Sending missiles into western Ukraine, which has been until now mostly safe from the war and where millions of Ukrainians have fled to, was clearly an escalation but it likely was meant to hurt efforts by NATO to deliver arms to Ukraine rather than any indication Russia intends to push into that part of the country, where anti-Russian sentiment is very strong.
“The strikes were far to the west from the main Russian offensive and close to the borders with Poland, Romania, Hungary, and Slovakia – a possible signal to NATO about Moscow’s growing impatience with the supply of weapons to Ukraine,” said Andrius Tursa, an expert on Central and Eastern Europe at Teneo, a London-based political risk firm, in a briefing note.
In recent days, the U.S. and Poland discussed transferring numerous Soviet-era fighter jets used by the Polish air force to Ukraine, but the U.S. backed away from that idea for fear of Russia’s reaction. Ukraine is crying out for NATO to enter the fray by defending Ukrainian air space from Russian attacks, but so far U.S. President Joe Biden has resisted growing demands in Congress and even in Europe to take such a risky move and put NATO into direct conflict with Russia.
Although pro-Russian sources indicated that Russia was making advances on Friday, Ukraine's military said it was holding off the attackers and even taking back some towns. An assessment late Thursday by the Washington-based Institute for the Study of War found Russian advances stalling, but Russia was on the offensive Friday.
In Kyiv, Ukrainian President Volodymyr Zelenskyy told his compatriots that victory was within their grasp.
“We have been fighting against the army that was considered one of the strongest in the world, the army that was hoping that the Ukrainians would surrender,” Zelenskyy said. “It is impossible to say how long it will take to liberate our Ukrainian land. However, it is possible to say – we will do it. Because we want it, because we have already reached a strategic turning point. We are moving towards our goal, towards our victory.”
In Ukraine, so far 564 civilians, including 41 children, have been killed in the fighting and 982 wounded, according to the United Nations human rights office.
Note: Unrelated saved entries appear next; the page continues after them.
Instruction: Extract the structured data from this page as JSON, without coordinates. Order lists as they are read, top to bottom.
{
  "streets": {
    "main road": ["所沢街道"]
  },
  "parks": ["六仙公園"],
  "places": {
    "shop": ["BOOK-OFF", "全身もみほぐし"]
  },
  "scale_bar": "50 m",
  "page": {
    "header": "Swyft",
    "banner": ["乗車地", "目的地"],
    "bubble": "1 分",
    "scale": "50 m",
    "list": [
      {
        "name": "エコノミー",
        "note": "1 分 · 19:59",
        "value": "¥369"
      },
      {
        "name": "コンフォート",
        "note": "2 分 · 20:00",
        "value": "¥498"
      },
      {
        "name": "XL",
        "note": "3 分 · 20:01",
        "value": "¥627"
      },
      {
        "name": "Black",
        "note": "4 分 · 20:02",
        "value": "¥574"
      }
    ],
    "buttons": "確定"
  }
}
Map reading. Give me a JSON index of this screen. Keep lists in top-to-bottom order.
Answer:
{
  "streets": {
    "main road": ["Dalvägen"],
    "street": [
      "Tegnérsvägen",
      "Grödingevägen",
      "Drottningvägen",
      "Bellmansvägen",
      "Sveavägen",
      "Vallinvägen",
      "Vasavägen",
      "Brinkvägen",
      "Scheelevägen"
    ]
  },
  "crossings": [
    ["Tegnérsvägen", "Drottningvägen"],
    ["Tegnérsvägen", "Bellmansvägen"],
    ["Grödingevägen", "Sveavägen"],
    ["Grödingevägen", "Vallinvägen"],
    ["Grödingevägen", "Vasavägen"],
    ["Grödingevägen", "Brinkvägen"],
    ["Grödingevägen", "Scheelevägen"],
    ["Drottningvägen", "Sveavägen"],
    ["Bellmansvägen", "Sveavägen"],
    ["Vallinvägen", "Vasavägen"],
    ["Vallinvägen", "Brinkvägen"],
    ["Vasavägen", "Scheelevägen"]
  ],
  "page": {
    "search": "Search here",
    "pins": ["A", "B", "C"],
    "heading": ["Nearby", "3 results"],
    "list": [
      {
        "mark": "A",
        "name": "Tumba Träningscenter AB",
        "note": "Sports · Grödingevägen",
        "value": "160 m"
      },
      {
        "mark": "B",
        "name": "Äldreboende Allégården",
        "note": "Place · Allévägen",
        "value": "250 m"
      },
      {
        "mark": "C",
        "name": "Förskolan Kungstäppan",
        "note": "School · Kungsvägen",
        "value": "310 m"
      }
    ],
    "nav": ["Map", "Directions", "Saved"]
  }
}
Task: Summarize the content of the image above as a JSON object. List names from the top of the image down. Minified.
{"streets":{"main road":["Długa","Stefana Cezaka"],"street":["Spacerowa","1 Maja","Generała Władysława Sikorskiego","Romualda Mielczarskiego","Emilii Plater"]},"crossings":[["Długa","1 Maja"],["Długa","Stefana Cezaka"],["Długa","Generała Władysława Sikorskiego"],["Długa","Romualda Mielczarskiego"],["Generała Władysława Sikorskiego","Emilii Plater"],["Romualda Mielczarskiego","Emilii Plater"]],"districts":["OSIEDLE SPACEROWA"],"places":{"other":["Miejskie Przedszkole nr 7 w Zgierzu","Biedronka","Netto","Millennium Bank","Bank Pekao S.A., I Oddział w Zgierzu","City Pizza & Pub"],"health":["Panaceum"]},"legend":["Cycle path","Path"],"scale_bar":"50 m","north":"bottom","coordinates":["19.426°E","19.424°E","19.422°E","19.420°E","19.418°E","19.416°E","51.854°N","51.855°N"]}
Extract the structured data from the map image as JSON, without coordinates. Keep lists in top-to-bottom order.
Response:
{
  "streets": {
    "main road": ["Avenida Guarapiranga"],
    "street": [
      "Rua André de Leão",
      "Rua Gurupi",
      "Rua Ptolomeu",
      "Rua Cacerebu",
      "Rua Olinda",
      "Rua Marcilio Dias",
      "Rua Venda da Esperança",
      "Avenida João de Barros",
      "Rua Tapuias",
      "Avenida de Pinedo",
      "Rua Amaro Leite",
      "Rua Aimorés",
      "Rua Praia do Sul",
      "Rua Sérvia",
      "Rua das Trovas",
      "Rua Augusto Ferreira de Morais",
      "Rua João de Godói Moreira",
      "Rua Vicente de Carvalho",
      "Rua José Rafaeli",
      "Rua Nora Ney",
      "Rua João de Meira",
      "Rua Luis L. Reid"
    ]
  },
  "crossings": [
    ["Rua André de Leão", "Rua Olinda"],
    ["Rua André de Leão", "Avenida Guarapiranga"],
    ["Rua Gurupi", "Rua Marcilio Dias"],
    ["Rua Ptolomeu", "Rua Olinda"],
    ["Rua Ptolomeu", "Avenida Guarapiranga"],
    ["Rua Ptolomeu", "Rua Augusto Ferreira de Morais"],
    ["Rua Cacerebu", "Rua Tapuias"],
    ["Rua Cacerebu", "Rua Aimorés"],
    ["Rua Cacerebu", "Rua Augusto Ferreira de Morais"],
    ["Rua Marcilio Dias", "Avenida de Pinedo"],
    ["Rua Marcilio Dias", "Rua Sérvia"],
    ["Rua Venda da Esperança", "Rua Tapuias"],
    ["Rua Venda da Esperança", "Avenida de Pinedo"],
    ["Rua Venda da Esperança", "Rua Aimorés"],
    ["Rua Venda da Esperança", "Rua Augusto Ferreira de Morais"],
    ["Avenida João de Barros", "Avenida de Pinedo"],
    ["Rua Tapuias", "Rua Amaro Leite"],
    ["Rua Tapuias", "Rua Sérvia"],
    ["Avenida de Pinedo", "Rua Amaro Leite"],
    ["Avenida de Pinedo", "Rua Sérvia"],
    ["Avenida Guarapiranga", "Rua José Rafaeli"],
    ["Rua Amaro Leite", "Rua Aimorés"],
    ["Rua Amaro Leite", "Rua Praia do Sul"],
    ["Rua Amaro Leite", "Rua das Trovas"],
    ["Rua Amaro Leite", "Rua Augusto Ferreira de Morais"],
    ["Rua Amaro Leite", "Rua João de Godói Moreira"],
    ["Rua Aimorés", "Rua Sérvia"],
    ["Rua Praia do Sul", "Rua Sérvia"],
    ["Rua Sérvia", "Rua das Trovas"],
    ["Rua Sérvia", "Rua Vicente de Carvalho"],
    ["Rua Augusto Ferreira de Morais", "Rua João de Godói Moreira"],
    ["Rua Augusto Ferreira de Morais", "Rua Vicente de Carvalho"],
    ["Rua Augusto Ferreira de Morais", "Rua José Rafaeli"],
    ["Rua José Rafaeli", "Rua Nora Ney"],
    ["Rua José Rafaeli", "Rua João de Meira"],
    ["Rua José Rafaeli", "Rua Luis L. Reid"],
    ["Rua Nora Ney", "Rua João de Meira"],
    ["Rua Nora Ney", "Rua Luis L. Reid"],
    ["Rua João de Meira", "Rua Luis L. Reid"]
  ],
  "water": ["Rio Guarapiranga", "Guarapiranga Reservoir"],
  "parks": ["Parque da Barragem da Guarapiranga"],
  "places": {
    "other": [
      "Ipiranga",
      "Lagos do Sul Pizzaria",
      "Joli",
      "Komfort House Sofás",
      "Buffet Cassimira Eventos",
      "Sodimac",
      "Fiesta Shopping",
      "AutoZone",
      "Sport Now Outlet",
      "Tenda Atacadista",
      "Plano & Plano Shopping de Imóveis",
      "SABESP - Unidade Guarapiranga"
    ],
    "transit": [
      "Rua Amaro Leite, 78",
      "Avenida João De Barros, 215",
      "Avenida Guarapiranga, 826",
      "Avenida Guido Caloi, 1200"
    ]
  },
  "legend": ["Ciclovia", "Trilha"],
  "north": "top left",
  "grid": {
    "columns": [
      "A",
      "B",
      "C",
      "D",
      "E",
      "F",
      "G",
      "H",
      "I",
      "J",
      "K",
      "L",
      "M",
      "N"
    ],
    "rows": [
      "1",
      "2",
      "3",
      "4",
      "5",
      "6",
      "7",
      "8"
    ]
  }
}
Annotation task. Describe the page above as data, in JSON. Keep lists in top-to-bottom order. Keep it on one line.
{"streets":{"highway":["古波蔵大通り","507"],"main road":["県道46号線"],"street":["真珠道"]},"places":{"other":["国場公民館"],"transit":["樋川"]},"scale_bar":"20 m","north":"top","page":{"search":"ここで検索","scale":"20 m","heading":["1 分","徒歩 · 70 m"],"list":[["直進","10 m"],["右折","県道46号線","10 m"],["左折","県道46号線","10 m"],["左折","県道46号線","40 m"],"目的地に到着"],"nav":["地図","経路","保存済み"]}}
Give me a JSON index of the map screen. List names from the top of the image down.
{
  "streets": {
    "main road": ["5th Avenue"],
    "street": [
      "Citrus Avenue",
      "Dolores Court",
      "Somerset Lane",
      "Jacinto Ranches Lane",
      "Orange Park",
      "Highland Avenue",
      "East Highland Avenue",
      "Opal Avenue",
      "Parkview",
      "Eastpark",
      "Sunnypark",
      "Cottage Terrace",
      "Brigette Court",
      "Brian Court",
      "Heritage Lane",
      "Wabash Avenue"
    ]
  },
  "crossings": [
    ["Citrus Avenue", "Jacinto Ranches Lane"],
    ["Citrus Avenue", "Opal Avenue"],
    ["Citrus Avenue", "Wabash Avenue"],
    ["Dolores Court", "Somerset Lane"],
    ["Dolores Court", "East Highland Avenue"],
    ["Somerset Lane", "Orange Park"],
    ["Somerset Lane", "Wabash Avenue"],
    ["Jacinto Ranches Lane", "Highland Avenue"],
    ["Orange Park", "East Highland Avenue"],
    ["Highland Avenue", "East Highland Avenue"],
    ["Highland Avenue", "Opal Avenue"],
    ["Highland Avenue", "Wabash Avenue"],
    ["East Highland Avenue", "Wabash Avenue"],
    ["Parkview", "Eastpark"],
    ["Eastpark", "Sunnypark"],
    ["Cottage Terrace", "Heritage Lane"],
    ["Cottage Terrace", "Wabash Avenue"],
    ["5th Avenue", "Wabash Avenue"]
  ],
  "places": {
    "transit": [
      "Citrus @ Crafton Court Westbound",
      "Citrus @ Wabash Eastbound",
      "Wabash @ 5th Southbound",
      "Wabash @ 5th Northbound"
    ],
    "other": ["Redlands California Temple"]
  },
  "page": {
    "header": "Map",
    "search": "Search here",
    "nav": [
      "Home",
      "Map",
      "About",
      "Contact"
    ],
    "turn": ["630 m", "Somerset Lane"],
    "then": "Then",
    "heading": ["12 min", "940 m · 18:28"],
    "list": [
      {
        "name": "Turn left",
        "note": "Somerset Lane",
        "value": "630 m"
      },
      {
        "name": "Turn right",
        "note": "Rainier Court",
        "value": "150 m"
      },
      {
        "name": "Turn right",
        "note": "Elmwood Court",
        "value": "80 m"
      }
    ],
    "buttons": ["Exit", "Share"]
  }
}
But it said the death toll is likely much higher because it has not been able to confirm deaths in those places where the fighting has been most fierce.
It is unclear how many Ukrainian and Russian soldiers have been killed, though Russia acknowledged about 500 deaths nine days ago.
After 16 days of intense fighting, it’s becoming increasingly clear that the war in Ukraine may last for many more days and even weeks as the West pours weapons, such as anti-tank rocket launchers, into Ukraine and volunteers, many of them Western military veterans, stream in to join the fight. Ukraine is reportedly offering to pay anyone willing to fight $2,000 a day.